* [HOW TO COMPLETE THIS TASK]: Supply the number of lines in the data below that hold "function", and let that number be the whole answer.

Saved data entries

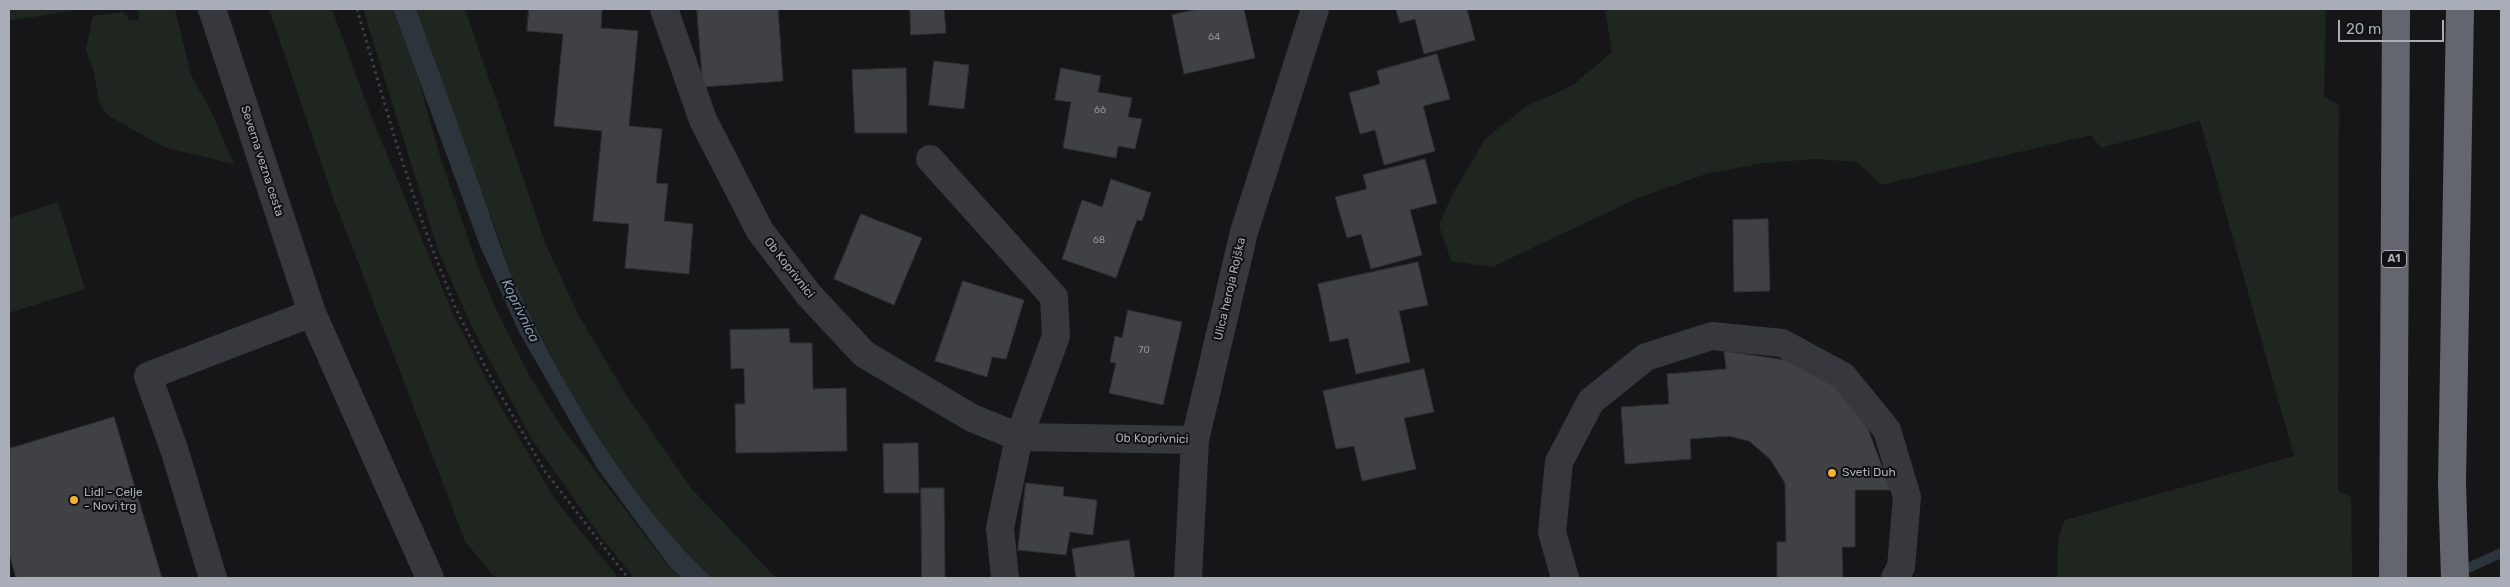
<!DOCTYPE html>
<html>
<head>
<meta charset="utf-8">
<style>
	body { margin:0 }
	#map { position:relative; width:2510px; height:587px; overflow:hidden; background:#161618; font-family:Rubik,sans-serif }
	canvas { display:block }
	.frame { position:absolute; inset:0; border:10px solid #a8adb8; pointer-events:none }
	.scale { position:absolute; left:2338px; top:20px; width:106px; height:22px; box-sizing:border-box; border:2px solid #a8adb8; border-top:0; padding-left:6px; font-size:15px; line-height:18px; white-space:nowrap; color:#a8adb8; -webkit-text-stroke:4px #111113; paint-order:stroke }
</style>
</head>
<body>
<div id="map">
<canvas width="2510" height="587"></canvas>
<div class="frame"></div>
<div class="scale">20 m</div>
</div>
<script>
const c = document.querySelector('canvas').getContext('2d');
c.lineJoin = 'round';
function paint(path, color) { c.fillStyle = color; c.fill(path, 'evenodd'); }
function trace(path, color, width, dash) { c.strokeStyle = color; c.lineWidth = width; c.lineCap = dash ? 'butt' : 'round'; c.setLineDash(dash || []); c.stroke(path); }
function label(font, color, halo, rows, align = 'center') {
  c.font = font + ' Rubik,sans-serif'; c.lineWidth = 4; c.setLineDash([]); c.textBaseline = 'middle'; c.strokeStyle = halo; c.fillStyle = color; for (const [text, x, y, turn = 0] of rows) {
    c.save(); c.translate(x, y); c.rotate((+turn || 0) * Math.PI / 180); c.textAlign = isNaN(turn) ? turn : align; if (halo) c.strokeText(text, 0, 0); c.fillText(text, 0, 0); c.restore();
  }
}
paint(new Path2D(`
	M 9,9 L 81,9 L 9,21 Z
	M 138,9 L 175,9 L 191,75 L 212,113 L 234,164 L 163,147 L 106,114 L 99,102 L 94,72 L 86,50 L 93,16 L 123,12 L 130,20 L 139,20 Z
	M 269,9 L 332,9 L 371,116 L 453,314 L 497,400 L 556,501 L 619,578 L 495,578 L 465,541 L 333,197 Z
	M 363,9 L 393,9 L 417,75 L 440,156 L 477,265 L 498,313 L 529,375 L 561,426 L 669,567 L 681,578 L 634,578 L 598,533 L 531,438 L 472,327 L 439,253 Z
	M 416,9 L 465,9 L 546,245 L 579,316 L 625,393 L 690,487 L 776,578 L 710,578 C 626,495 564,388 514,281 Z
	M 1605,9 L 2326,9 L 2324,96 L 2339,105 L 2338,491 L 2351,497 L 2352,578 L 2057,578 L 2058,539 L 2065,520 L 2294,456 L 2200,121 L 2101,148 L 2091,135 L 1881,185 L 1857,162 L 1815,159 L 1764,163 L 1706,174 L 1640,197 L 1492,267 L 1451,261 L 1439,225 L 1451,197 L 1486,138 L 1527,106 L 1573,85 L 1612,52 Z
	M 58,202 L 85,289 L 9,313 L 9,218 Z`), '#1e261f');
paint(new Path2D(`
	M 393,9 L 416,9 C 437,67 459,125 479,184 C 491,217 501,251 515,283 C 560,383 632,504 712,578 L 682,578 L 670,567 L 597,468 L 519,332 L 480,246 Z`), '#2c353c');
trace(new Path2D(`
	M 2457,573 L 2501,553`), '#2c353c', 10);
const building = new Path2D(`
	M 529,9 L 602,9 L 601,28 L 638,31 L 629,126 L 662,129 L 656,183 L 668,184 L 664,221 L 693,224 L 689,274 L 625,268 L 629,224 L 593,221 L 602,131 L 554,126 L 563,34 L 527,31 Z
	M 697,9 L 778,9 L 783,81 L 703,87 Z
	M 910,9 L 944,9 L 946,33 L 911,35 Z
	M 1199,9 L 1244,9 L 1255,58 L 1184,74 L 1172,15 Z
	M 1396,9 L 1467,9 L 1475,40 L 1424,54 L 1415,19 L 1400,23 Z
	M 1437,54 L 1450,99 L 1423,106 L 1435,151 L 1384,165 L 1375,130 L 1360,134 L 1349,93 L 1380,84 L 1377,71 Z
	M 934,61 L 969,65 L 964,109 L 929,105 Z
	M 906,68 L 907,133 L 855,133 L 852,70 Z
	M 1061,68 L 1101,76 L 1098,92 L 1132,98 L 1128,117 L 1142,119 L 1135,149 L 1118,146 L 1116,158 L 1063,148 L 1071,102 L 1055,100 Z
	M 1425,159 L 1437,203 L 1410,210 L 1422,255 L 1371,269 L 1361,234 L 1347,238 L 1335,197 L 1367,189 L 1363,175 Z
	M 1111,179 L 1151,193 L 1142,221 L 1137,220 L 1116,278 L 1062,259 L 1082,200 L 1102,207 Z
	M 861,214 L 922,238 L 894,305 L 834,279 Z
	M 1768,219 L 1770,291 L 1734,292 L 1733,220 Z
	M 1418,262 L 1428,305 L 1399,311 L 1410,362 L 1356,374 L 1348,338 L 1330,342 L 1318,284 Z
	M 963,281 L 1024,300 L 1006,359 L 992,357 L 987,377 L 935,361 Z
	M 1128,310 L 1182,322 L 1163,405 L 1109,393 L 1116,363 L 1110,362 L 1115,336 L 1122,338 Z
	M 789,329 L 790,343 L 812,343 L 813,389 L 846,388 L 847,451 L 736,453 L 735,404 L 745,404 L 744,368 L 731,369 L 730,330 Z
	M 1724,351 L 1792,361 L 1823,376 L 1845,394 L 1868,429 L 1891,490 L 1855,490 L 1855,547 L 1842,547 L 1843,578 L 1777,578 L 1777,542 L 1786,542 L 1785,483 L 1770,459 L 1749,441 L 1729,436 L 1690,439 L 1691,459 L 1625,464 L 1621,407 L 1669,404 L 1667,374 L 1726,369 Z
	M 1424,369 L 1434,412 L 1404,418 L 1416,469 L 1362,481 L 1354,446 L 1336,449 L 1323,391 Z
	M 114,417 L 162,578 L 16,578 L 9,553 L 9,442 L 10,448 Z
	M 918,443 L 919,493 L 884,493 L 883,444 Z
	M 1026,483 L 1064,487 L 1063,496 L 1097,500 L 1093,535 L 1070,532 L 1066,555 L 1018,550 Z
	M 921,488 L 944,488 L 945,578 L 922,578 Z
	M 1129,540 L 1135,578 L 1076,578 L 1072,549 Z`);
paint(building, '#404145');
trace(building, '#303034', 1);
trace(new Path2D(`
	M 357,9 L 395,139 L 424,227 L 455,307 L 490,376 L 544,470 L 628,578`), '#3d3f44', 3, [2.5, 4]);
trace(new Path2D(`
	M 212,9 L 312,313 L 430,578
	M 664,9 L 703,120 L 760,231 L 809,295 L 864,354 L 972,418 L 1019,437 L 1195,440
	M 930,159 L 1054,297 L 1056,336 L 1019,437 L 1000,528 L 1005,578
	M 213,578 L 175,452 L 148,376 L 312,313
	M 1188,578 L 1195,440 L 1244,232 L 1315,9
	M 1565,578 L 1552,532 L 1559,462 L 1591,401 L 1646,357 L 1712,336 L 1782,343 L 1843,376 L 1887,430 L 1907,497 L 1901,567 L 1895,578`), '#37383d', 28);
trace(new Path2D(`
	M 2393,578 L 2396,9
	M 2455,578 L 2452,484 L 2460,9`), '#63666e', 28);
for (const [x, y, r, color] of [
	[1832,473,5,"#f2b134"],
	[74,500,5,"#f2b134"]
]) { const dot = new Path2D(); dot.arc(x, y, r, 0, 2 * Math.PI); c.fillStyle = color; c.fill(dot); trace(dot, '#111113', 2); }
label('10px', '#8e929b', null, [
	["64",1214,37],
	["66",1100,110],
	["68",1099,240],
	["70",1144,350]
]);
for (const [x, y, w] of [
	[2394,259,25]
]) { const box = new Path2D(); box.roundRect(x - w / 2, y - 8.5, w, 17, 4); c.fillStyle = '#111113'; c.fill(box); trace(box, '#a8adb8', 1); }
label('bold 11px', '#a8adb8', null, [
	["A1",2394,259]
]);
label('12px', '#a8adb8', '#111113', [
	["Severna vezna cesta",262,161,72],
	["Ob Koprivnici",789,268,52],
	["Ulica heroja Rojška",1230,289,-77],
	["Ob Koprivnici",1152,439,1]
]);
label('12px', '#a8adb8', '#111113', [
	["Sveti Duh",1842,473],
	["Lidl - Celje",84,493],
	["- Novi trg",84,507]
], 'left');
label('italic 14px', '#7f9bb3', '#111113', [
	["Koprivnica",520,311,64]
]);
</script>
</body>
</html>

* [SOLUTION FOR THIS EXERCISE]: 3